Automated tabular pdf data extraction

Ashish D
Ashish D Altair Community Member
edited January 2021 in Community Q&A

Hi Team,

I am using trail version of monarch v.2020 (v.16) for extracting the tabular data from pdf pages based on some keyword search for exploring purpose. We are able to get the tabular data from this version of Monarch. But I need to load and do manual things for each and every pdf for extracting tabular data. There are huge number of pdf files as input, so its tedious task do same thing again and again. Is it there any automated way in Monarch latest, so we can extract tabular data from multiple pdf pages based on some keyword search like., "ABC Statement".

Please suggest and help.

Thanks & Regards,

Ashish Deshwal

 

Answers

  • CPorthouse
    CPorthouse
    Altair Employee
    edited January 2021

    How are you extracting the data from PDF?  Are you using templates or Table Extractor? If the PDF files are similar and you are looking to replicate what you are doing, then building out templates will work better for you than table extractor. 

    Once your workspace/model has been built, you can bring in multiple PDF files at the same time (limited by your system resources).

    In either case, there is no automated way with just Monarch alone.  We do have a companion product called Monarch Server - Automator that allows you to automate your workspaces and models.  However, you cannot use Automator with Table Extractor.

     

     

  • Ashish D
    Ashish D Altair Community Member
    edited January 2021

    Hi Chris,

    Thanks for replying.

    Yes we are extracting tabular data by using table extractor. 

    Table extractor work better by using its inbuilt functionality for data extraction and cleansing. But as you said we can not use this for repetitive purpose as just like model or template. We need to look for model approach. 

    Actually we have pdf files from different vendors in their separate format. So in that case we need to create model/template for each vendor.
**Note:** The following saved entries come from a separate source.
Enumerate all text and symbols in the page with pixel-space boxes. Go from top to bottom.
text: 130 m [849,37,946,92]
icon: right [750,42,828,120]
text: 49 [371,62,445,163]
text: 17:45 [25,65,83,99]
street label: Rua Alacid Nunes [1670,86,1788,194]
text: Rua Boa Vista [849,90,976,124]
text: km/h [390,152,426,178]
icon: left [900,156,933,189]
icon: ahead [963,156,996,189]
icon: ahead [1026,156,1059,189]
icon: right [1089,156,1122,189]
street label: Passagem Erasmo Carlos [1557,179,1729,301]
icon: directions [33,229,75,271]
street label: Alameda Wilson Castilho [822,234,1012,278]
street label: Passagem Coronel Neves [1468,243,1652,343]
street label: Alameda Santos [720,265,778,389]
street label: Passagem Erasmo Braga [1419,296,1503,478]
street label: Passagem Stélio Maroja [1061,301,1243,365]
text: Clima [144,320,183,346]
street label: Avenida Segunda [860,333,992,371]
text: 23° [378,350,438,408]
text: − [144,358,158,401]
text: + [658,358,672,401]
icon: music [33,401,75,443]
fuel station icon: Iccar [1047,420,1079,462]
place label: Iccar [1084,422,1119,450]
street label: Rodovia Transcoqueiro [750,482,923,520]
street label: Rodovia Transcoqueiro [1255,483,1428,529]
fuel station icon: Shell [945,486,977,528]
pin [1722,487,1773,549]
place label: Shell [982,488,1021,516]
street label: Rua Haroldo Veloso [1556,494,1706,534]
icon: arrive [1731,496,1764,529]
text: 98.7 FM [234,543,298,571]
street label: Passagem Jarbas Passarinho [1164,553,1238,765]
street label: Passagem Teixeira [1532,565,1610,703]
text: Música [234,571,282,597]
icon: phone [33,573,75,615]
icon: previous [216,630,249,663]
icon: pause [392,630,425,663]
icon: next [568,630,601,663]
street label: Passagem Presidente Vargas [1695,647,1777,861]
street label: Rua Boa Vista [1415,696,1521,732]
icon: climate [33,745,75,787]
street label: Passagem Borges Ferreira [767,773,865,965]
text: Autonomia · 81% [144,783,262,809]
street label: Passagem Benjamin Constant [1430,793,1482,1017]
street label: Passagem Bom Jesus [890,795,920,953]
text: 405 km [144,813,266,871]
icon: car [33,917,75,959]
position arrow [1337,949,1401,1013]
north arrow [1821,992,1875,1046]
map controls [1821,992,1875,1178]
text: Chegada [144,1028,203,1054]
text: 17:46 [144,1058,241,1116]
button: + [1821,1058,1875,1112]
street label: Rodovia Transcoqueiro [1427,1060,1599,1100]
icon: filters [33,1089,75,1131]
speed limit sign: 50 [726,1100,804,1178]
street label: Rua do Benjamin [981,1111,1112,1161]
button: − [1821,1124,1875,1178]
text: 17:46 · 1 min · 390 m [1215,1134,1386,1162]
It will be helpful for when new files come for same vendor I guess. 

    But one thing is there, we have multiple pages in pdf file, and we search the relevant pages from which we need to extract tabular data base on the keywords. I am not sure is it possible can we incorporate that search thing in model. Can you please suggest.

    Also, the tabular data in the pages not having simple format. So, its quite challenging to building a model. Can you kindly provide any video tutorial or link, where model is trained on pdf tabular data.

    Best Regards,
    Ashish Deshwal

  • Baba_Majekodunmi_703
    Baba_Majekodunmi_703
    Altair Employee
    edited January 2021
    Ashish D said:

    Hi Chris,

    Thanks for replying.

    Yes we are extracting tabular data by using table extractor. 

    Table extractor work better by using its inbuilt functionality for data extraction and cleansing. But as you said we can not use this for repetitive purpose as just like model or template. We need to look for model approach. 

    Actually we have pdf files from different vendors in their separate format. So in that case we need to create model/template for each vendor. It will be helpful for when new files come for same vendor I guess. 

    But one thing is there, we have multiple pages in pdf file, and we search the relevant pages from which we need to extract tabular data base on the keywords. I am not sure is it possible can we incorporate that search thing in model. Can you please suggest.

    Also, the tabular data in the pages not having simple format. So, its quite challenging to building a model. Can you kindly provide any video tutorial or link, where model is trained on pdf tabular data.

    Best Regards,
    Ashish Deshwal

    Hi Ashish,

     

    We haven't forgotten about your request here. We're going to share a link soon that has a library of demonstrations, trainings, and how to get certified in Monarch. Stay tuned, and thanks for your patience.

     

    Best Regards,

    Baba